The house’s front door flung itself open. “Martell,” Jilo’s voice thundered.
The young man deflated at the sound of her voice. “Ah, I was just messing with her a bit, Gramma.”
“Martell.” I spoke his name, realizing that this was the great-grandson Jilo had helped escape from jail after he’d been arrested on suspicion of having murdered Ginny. To help him break out, she’d bent light around him, making him invisible, but then she had trouble mustering enough power to unbend the light. She had confessed to me that her first use for the power I’d given her was to make Martell visible once more, but I hadn’t given him much thought. “Nice to finally see you. Now back off and let me talk to Jilo.”
He hesitated, but Jilo called out. “Let ’er in. She a Taylor, and Taylors don’t understand the word ‘no.’?” My eyes locked with Martell’s. One last challenge, a warning that told me he loved his great-grandmother, and then he stepped aside.

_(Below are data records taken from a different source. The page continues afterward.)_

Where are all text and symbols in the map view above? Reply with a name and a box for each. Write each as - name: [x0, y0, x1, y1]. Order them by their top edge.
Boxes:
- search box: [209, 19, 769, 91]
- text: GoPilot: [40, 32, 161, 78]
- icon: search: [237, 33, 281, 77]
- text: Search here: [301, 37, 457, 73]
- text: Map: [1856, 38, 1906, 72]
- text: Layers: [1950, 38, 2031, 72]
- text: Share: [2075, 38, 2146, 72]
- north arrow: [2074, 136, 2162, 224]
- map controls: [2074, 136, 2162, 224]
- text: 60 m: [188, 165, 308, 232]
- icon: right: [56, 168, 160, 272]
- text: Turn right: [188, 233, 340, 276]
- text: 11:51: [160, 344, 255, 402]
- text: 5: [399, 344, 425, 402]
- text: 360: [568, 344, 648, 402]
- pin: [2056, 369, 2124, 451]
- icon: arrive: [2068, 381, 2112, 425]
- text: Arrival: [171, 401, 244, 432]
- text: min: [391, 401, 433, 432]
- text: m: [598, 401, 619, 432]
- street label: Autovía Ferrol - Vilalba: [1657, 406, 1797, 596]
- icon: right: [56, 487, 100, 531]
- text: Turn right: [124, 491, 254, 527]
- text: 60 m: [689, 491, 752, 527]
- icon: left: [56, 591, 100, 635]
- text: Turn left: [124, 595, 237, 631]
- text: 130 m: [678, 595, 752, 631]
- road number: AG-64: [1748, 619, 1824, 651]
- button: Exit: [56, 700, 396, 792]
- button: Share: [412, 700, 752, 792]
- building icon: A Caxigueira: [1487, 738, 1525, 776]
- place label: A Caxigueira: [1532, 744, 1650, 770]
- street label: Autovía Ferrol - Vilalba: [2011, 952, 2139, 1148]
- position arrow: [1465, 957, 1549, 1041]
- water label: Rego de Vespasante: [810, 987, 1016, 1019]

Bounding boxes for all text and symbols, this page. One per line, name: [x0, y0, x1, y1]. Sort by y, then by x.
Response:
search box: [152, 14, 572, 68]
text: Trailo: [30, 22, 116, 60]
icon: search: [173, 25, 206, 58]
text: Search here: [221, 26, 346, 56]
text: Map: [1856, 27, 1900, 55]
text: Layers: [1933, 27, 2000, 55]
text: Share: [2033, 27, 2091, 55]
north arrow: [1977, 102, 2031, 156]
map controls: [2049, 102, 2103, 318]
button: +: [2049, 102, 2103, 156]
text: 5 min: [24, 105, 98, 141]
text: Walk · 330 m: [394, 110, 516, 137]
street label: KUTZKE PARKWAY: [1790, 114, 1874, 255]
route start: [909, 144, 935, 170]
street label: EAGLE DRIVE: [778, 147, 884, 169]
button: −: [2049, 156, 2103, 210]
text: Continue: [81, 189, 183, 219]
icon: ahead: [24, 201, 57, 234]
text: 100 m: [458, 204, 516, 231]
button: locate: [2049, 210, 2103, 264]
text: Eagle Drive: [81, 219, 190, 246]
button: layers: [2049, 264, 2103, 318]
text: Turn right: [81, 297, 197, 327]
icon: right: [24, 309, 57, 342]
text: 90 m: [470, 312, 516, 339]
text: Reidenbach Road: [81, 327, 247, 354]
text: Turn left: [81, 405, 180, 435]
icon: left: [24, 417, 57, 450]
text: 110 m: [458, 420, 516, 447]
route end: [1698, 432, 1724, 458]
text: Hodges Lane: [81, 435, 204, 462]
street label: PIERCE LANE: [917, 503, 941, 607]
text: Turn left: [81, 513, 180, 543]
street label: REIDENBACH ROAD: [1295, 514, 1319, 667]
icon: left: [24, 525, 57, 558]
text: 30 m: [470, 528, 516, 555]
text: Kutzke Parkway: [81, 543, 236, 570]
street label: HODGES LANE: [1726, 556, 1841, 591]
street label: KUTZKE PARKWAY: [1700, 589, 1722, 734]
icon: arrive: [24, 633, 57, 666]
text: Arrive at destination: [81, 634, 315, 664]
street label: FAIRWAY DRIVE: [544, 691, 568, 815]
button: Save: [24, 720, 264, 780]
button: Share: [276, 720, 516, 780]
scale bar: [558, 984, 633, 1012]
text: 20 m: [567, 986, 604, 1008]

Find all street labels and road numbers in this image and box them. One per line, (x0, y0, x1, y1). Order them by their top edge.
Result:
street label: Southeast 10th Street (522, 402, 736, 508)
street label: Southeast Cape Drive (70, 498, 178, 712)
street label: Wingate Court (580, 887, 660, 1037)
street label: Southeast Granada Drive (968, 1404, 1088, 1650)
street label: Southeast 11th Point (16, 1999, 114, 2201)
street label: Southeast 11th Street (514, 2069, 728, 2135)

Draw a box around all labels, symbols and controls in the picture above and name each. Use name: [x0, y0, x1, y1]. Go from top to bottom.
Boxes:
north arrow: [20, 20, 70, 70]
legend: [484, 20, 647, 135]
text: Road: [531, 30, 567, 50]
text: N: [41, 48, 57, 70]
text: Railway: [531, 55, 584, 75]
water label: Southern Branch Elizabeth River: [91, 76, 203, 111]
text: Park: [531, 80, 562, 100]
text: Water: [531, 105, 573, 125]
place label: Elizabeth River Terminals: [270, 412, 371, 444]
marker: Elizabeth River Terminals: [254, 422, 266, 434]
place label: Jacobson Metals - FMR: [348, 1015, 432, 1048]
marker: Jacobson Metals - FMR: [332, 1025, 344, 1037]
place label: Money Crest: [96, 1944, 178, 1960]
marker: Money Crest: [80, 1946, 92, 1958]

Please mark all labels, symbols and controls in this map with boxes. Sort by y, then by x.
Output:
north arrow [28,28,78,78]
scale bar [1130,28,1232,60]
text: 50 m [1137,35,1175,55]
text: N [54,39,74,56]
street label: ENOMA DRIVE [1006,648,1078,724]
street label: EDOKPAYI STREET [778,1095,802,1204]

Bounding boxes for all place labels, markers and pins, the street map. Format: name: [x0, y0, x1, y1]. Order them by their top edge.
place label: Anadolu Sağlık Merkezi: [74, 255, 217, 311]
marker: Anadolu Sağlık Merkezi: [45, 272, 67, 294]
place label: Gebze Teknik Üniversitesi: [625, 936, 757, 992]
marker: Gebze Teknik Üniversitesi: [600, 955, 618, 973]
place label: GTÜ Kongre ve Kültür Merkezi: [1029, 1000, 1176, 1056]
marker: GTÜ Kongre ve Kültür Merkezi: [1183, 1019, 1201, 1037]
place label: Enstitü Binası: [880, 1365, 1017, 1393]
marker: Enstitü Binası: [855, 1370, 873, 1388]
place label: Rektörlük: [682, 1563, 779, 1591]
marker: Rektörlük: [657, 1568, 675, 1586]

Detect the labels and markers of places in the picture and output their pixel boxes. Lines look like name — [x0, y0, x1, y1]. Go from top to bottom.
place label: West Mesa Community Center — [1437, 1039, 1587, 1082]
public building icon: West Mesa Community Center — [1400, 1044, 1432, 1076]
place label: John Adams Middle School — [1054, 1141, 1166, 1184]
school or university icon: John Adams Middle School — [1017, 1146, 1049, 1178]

I opened the screen door and stepped into the darkened room. All the shades were closed, and the lights were off. The way Jilo had banished light seemed less an attempt to keep out the day’s building heat, and more as if she were in mourning. “Now what the hell you want?” The question came to me from the room’s darkest corner. The hum of the box fan was silenced as Jilo’s knobby fingers slid out of the shadow and switched it off.
“I want to see you. Make sure you are all right.” I took a couple of steps toward her, but stopped, shocked at the sight. She seemed to have shrunk somewhat, crumpled in on herself. Her hair had turned a confrontation of steel and snow, without even a memory of the jet it had been only a few days before. It appeared that the years she had managed to forestall had caught up with her overnight.
“You ain’t got to worry none about Jilo. She just tired. She tired of silly people and they silly desires. The way they so lazy that they come to Jilo for magic, rather than tryin’ honesty and hard work to get what they want. She tired of the diggin’ and she tired of the Hoodoo. She don’t want the power no more. She tired of the magic, and she sure enough tired of the Taylors,” Jilo said, and then stopped herself. “Jilo don’t mean you, girl.” Her voice softened. “Jilo will never get tired of her Mercy.”
A lump formed in my throat, and I rushed over to her, sitting cross-legged at her feet. Her hand, cold and nearly leathery, reached forward and began to stroke my hair.
“Tell me what happened, Jilo. What really happened,” I said.
Silence settled between us for what seemed like several minutes. “That damned uncle of yours” was all she said.
“Oliver?” I asked, confused.
“You got any others?” she asked, causing me to realize that with Connor and Erik gone, the list had indeed been whittled down to one.
“What did he do to you?”
“Nothing,” she said, “and then again, everything.” She began humming again, stroking my hair. “Jilo saw it,” she said finally. “She saw the whole damn thing.”
“I don’t understand.”
“Oh,” she said shifting stiffly in her chair, “he ain’t meant to do nothin’ to Jilo, but he had Jilo stand there next to you in that tree of his. Jilo didn’t see anything at first. She just did what yo’ uncle told her to. She sprayed the perfume. She put the dirt in yo’ hand and poured the whiskey over it. But she didn’t see nothing. Not until she look in yo’ eyes. And then she saw the whole thing. Jilo’s entire life, it done flashed before her, just like she was dyin’. And Jilo saw. She saw every single choice she made. How every single action tied into every other single action. Every single wrong. Every single harm. Jilo done saw herself from the outside in, and what she saw was wrong. Jilo saw the beast there waitin’ for her. Just waitin’ there with it sharp teeth to gobble up her sinful heart. It too late for Jilo, my girl. She done the harm she done. She know she gonna have to face up to that. But she ain’t diggin’ herself no deeper. Jilo’s done with magic.”